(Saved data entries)
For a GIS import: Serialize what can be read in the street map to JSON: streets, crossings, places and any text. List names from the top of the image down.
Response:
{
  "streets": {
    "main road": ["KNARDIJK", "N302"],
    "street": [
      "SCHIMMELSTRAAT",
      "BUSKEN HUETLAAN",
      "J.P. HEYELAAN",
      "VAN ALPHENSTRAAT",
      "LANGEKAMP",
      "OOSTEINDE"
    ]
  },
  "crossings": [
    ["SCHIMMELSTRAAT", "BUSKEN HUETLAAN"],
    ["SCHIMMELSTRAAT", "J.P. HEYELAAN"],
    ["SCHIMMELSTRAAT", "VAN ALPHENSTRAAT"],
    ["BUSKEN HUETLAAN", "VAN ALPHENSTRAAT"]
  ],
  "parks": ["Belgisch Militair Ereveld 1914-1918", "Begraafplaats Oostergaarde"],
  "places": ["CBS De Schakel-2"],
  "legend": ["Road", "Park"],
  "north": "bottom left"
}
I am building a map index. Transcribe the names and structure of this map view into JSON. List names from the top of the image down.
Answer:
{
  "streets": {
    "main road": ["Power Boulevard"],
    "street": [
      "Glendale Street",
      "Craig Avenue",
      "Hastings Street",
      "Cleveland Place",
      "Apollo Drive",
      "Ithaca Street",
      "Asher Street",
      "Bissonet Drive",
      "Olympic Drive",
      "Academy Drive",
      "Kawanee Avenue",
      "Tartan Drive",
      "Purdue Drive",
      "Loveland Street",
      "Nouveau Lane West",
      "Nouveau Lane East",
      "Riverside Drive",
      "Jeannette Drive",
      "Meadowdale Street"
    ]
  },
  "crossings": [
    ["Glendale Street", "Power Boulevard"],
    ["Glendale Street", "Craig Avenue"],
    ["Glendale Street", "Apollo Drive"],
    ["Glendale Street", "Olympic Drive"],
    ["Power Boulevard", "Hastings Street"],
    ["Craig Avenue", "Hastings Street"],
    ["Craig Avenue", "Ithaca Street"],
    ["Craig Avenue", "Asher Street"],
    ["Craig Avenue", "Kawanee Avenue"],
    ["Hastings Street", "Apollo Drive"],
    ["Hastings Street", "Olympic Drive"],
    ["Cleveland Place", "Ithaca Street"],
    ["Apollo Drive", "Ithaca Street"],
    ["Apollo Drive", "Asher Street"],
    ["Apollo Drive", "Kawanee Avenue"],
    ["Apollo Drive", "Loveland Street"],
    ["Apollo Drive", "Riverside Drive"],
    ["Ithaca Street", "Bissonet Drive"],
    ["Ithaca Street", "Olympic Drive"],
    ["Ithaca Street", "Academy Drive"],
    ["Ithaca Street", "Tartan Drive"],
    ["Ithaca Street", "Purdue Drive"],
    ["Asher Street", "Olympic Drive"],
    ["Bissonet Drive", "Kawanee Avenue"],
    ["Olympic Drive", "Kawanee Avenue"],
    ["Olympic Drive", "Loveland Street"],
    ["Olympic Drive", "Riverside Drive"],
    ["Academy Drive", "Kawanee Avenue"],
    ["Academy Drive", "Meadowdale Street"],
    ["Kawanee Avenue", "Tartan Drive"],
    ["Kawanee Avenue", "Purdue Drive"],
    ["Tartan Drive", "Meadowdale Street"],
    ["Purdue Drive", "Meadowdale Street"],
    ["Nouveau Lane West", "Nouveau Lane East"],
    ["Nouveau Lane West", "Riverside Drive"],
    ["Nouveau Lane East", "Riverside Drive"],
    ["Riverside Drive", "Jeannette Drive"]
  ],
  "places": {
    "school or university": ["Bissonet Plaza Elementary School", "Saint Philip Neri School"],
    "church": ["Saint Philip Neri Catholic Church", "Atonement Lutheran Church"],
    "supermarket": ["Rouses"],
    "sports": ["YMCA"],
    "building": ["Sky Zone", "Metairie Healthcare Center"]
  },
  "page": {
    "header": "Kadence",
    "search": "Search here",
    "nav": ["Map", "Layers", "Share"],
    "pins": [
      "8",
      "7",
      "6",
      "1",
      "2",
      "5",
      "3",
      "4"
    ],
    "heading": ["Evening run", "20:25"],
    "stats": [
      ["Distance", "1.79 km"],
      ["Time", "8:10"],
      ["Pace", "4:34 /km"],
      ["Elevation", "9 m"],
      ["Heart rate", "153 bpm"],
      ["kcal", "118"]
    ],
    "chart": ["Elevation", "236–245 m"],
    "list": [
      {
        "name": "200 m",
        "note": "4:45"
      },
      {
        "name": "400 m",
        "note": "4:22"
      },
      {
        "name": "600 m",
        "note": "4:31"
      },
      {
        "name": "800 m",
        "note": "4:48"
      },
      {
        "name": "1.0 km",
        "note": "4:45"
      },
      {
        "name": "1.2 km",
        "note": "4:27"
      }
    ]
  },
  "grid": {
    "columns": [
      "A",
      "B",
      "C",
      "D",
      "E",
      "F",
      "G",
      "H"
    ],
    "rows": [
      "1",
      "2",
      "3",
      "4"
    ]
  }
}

ASSIGNMENT ▸
Across the records, count each line that holds the string "Ithaca". Respond with the number only.

TASK ANSWER ▸
9